▶ _EXERCISE DETAILS_
Lines in the data below that contain the word "overflow" are to be copied.

▶ _SUPPLIED DATA_
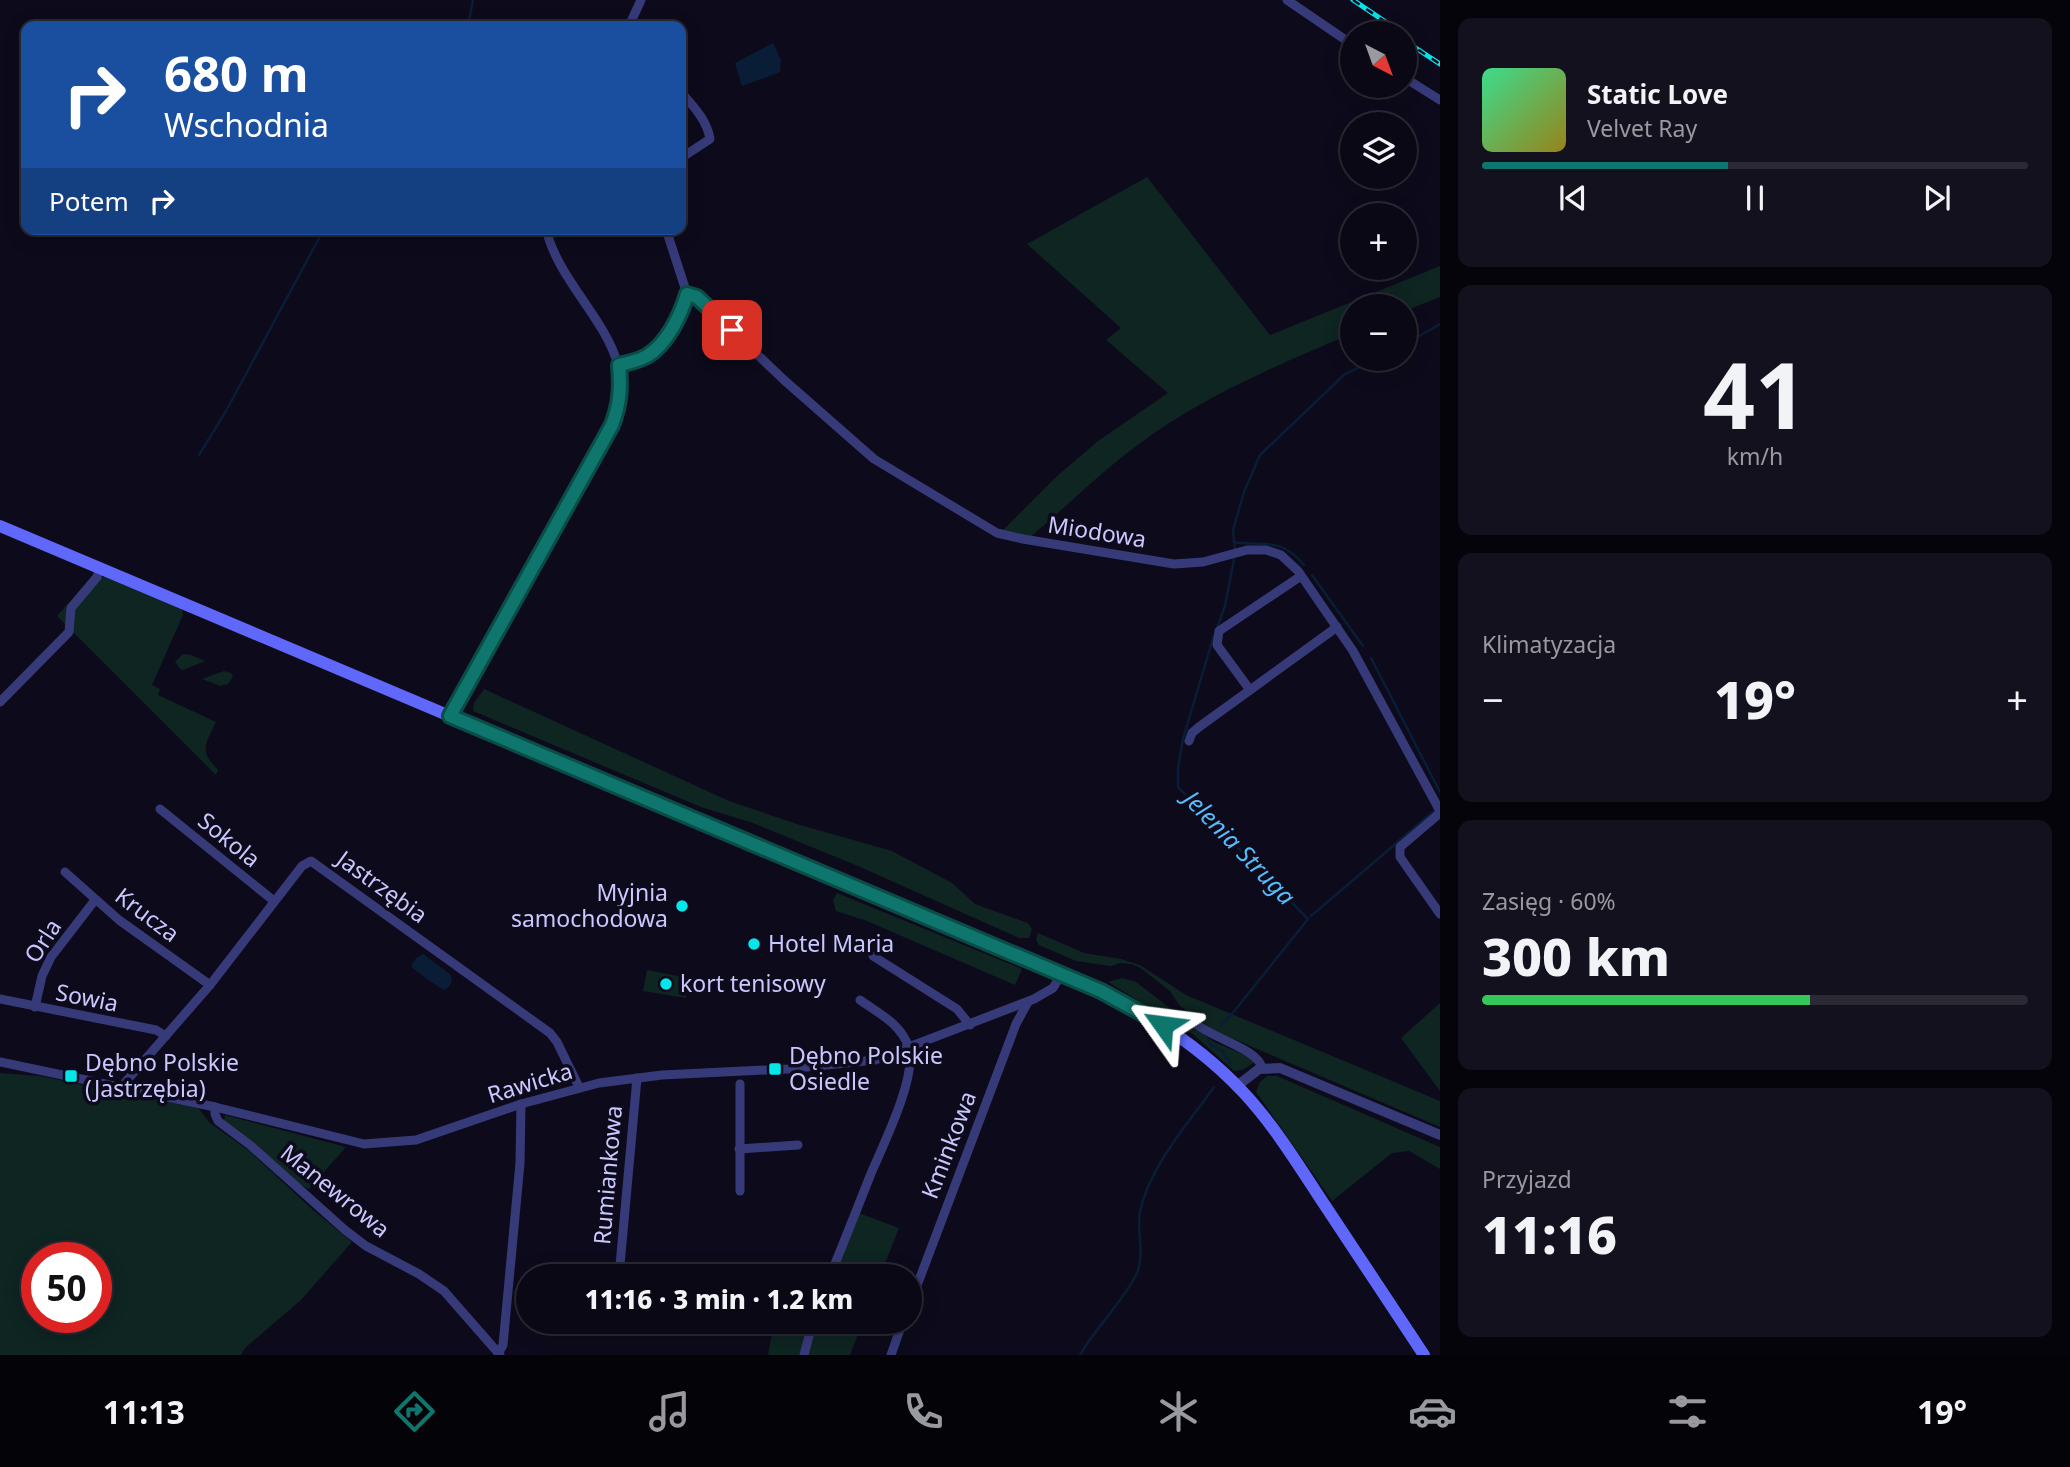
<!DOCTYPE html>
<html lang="pl">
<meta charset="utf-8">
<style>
:root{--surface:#0a0814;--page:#13111d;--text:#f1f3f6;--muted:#999aa0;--line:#2a2934;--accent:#0f766e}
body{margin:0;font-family:"Noto Sans",sans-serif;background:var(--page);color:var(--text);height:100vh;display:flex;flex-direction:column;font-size:26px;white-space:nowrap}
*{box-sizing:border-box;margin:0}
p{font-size:23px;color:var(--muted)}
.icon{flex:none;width:38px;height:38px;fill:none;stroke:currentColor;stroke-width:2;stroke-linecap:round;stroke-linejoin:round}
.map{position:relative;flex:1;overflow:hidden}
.drawer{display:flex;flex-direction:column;gap:18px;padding:18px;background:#06040b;width:630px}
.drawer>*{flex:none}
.hud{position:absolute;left:21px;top:21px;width:665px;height:214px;border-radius:14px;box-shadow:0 4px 18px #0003,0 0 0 2px var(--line);background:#1a4fa0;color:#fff;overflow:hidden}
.needle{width:46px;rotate:139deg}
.tools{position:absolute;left:1340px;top:21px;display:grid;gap:14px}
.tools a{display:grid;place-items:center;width:77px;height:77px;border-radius:50%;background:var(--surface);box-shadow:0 4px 18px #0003,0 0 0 2px var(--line);font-size:35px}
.speed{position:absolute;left:21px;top:1242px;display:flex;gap:14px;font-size:35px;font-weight:700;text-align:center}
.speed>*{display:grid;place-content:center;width:91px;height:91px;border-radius:50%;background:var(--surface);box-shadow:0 4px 18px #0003,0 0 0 2px var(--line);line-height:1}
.speed .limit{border:10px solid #d22;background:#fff;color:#111}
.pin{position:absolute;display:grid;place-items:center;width:60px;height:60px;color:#fff;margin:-30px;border-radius:14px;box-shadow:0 4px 10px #0006}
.me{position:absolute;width:77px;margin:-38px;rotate:301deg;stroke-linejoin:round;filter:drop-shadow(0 0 5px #0008)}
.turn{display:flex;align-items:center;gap:24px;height:147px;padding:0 28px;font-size:32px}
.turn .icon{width:91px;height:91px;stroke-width:2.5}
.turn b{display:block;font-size:49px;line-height:60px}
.then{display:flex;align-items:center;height:66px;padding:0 28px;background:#0003;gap:14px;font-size:26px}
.big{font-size:52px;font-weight:800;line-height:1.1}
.drawer .tile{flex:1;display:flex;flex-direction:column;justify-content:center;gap:10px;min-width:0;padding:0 24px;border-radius:14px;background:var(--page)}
.drawer .dial{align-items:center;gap:0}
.dial b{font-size:91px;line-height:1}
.song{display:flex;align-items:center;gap:21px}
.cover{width:84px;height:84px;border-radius:10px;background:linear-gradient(135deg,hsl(150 70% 55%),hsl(50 70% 35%))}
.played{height:7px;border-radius:4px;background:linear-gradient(90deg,var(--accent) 45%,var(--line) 45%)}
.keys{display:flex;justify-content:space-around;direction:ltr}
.heat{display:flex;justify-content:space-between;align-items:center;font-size:38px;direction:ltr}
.charge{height:10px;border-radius:5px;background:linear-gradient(90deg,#34c759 60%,var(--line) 0)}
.trip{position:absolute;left:516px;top:1264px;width:406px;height:70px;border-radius:35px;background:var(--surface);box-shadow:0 4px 18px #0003,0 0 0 2px var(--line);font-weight:800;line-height:70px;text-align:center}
.tabs{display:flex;height:112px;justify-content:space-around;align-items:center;background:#040308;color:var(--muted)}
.tabs .icon{width:49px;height:49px}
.tabs .selected{color:var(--accent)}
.tabs b{font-size:32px;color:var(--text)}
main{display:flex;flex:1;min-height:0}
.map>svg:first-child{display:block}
.green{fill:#0e2522;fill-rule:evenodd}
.water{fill:#091d36}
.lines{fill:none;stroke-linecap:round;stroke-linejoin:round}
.stream{stroke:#091d36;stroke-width:2.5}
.minor{stroke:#373a79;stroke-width:9}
.tertiary{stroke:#373a79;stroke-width:10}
.secondary{stroke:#6068fc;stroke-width:12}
.rail-casing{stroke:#05e6eb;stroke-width:5}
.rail{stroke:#0d0b1b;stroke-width:2.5;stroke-dasharray:8;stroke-linecap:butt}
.route-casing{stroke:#0a4d48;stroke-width:18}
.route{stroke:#0f766e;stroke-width:12}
.poi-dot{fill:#05e6eb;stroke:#0d0b1b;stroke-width:2.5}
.labels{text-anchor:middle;stroke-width:7;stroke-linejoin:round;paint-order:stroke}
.street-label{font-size:23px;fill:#c9c7fe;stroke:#0d0b1b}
.poi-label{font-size:23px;fill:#c9c7fe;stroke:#0d0b1b;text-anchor:start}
.water-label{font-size:24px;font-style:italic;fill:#57bcfb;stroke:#0d0b1b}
</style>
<main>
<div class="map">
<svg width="1440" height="1355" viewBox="0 0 1440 1355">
<rect width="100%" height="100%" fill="#0d0b1b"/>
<g class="green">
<path d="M1147,177L1270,335L1440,266V297L1405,311V306H1353V333C1280,364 1203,396 1139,444C1101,472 1066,507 1029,538L1002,531L1056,477L1098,441L1168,393L1106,340L1121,328L1027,244Z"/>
<path d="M107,576L182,609L183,615L152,685L160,689L158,695L216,722C206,744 198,750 218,770L216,775L57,616L87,582Z"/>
<polygon points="183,654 191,655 205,661 183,670 180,669 175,662"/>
<polygon points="224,671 231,673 233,677 228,684 220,686 202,679"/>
<polygon points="484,689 729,801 800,825 892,851 952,883 975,904 1028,923 1032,929 1029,938 1019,938 858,866 753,823 701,807 473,711 474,703"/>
<polygon points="837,893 1022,969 1015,985 867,921 836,911 833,900"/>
<polygon points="1038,933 1084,953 1121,959 1140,965 1186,995 1440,1101 1440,1127 1215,1031 1180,1006 1170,991 1139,967 1131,964 1120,963 1111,966 1076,961 1039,945 1036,940"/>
<polygon points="647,970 688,978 686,998 643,991"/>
<polygon points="1122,978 1136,982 1214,1042 1250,1057 1255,1062 1242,1070 1234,1071 1194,1035 1108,982"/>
<polygon points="1440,1003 1440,1091 1401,1038"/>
<path d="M0,1073L40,1076L198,1108L210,1123L248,1150L313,1210L352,1242L301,1300L245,1348L241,1355H0ZM37,1258H96V1318H37Z"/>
<polygon points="1267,1076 1277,1076 1440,1147 1440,1169 1409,1151 1392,1153 1332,1201 1256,1092 1260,1082"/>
<polygon points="225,1115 346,1147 309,1189 299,1184 224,1121"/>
<polygon points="856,1212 899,1228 880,1276 830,1276"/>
<polygon points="789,1321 863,1321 850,1355 768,1355 772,1333"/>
</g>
<g class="water">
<polygon points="773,43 781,60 780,72 742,86 735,63"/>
<path d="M423,954L450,974C454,981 451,985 445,990C440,989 414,970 411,966L416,958Z"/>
</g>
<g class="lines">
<g class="stream">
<polyline points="468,26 473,0"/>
<polyline points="1405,344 1440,324"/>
<polyline points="199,455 226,411 324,229"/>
<path d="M1233,542C1265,547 1280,536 1304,565"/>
<polyline points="1235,549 1233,530 1244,492 1260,455 1345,374 1377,359"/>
<polyline points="1312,575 1363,646"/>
<polyline points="1217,628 1225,606 1234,559"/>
<polyline points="1214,635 1183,739 1178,768 1178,787 1308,919 1232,1014 1221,1025"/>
<polyline points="1371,658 1440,792"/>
<polyline points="1311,916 1434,811"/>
<polyline points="1208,1040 1211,1045 1222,1051 1231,1064"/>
<path d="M1080,1355C1096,1327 1121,1304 1136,1275C1146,1255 1136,1233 1140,1212C1149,1167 1188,1124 1214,1087"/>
</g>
<g class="minor">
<polyline points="1287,0 1353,45"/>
<polyline points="629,26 641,0"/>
<polyline points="1405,78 1440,100"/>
<path d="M681,92C693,106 707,120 710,139L681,158"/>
<polyline points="687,294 697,297 784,380 874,459 997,533 1023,539 1174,564 1203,562 1247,550 1266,550 1281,555 1298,571 1353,651 1440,811"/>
<polyline points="619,365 650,355 663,341 683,307 687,294 666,229"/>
<polyline points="1250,690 1217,645 1219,631 1301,576"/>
<polyline points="0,702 69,632 71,608 97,577 100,568"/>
<path d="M450,716L609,431C653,350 563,301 546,229"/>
<polyline points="1189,741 1192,733 1199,727 1337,627"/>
<polyline points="160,809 274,901"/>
<polyline points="1440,813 1400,847 1400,857 1440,914"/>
<polyline points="65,872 119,920 210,985"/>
<polyline points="873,956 957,1009 970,1025"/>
<polyline points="0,999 156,1030 166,1036"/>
<polyline points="35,1007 42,976 51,957 95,900"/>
<path d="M1193,1021C1209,1038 1258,1048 1262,1068"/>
<polyline points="0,1062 215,1107 364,1144 416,1140 521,1104 599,1083 662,1075 787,1069 875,1060 1034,999 1053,988 1061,975"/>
<polyline points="740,1084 740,1191"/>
<polyline points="122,1086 210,985 302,866 311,861 550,1033 557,1042 579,1087"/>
<polyline points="215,1107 215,1114 218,1121 250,1145 345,1230 366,1246 419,1274 444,1291 500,1355"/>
<polyline points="739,1149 798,1145"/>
<polyline points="619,1276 637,1078"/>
<path d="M830,1276C844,1242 857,1209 870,1176C882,1147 917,1078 909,1048C901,1024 880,1014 860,1000"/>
<polyline points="910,1304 1016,1024 1028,1002"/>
<polyline points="498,1354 503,1345 520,1163 521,1104"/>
<polyline points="804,1355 813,1321"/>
<polyline points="891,1355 903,1321"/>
</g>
<polyline class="tertiary" points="1237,1086 1259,1069 1280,1068 1440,1135"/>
<path class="secondary" d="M0,526L1101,991C1154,1017 1203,1049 1243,1092C1274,1125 1299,1166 1324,1204C1357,1254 1391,1305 1424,1355"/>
<defs>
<g id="rail">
<polyline points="1353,0 1402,33"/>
<polyline points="1405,41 1440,64"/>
</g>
</defs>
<use href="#rail" class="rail-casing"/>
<use href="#rail" class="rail"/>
</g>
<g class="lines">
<defs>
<path id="route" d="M732,330L697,297L687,294C681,315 667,344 647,356C638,361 628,363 619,365C621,388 620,404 612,425L450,716L1101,991L1163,1025"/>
</defs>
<use href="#route" class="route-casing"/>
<use href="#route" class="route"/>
</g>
<g class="poi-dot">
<circle cx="682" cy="906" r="7"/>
<circle cx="754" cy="944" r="7"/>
<circle cx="666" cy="984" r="7"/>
<rect x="768" y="1062" width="14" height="14" rx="3.5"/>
<rect x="64" y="1069" width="14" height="14" rx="3.5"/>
</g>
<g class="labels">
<g class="street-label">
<text transform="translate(1097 532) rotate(9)" y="8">Miodowa</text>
<text transform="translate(229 840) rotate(39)" y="8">Sokola</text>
<text transform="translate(382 887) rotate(36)" y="8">Jastrzębia</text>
<text transform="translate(147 915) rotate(37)" y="8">Krucza</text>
<text transform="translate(43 941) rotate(-57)" y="8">Orla</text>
<text transform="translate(87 998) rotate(11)" y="8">Sowia</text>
<text transform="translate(530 1083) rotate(-17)" y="8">Rawicka</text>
<text transform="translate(949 1145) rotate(-69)" y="8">Kminkowa</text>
<text transform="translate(608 1175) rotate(-85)" y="8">Rumiankowa</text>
<text transform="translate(335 1191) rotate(39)" y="8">Manewrowa</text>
</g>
<g class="poi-label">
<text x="668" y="901" text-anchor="end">Myjnia<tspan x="668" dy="26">samochodowa</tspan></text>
<text x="768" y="952">Hotel Maria</text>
<text x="680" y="992">kort tenisowy</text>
<text x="789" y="1064">Dębno Polskie<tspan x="789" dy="26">Osiedle</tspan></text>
<text x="85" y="1071">Dębno Polskie<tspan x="85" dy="26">(Jastrzębia)</tspan></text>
</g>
<g class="water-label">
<text transform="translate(1239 848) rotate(46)" y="8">Jelenia Struga</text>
</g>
</g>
</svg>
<div class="tools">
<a><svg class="needle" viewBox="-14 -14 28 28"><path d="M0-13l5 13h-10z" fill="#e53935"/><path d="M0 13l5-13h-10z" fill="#999aa0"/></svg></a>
<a><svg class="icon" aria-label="layers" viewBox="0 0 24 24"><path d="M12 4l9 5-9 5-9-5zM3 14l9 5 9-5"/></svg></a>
<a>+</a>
<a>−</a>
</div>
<div class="speed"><div class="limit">50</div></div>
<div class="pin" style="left:732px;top:330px;background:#d93025"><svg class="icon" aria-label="arrive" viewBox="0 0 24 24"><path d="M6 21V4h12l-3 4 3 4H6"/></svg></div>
<svg class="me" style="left:1163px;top:1025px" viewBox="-20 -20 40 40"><path d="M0-17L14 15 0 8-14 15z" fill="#0f766e" stroke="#fff" stroke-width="4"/></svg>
<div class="trip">11:16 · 3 min · 1.2 km</div>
<div class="hud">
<div class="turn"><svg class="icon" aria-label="right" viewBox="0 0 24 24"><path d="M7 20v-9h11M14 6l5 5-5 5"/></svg><div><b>680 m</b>Wschodnia</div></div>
<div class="then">Potem<svg class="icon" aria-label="right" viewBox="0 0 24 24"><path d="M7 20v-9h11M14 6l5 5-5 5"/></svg></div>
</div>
</div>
<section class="drawer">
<div class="tile">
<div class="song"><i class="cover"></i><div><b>Static Love</b><p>Velvet Ray</p></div></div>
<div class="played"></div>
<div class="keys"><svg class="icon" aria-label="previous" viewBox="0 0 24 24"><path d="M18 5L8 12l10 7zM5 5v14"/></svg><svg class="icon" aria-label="pause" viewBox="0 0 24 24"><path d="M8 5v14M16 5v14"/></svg><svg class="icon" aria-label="next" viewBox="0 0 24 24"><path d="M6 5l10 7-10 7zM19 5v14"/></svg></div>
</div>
<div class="tile dial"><b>41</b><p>km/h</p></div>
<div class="tile"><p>Klimatyzacja</p>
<div class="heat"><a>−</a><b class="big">19°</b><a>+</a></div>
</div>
<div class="tile"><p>Zasięg · 60%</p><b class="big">300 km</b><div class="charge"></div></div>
<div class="tile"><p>Przyjazd</p><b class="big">11:16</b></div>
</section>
</main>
<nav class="tabs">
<b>11:13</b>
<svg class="icon selected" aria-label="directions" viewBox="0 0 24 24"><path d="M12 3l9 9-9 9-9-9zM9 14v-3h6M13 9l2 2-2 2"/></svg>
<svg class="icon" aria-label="music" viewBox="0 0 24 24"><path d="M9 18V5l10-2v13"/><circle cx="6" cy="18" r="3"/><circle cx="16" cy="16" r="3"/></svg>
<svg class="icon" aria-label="phone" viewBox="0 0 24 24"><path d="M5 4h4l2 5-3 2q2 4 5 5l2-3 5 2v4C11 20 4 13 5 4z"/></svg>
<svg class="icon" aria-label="climate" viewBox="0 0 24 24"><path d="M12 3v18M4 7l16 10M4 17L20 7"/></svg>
<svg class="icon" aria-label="car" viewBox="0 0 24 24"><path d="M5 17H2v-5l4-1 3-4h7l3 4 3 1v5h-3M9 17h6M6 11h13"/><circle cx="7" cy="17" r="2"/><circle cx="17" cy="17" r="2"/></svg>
<svg class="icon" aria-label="filters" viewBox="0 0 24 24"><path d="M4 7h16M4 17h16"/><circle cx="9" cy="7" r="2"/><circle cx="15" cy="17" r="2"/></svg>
<b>19°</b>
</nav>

▶ _ANSWER TO THE PROBLEM_
.map{position:relative;flex:1;overflow:hidden}
.hud{position:absolute;left:21px;top:21px;width:665px;height:214px;border-radius:14px;box-shadow:0 4px 18px #0003,0 0 0 2px var(--line);background:#1a4fa0;color:#fff;overflow:hidden}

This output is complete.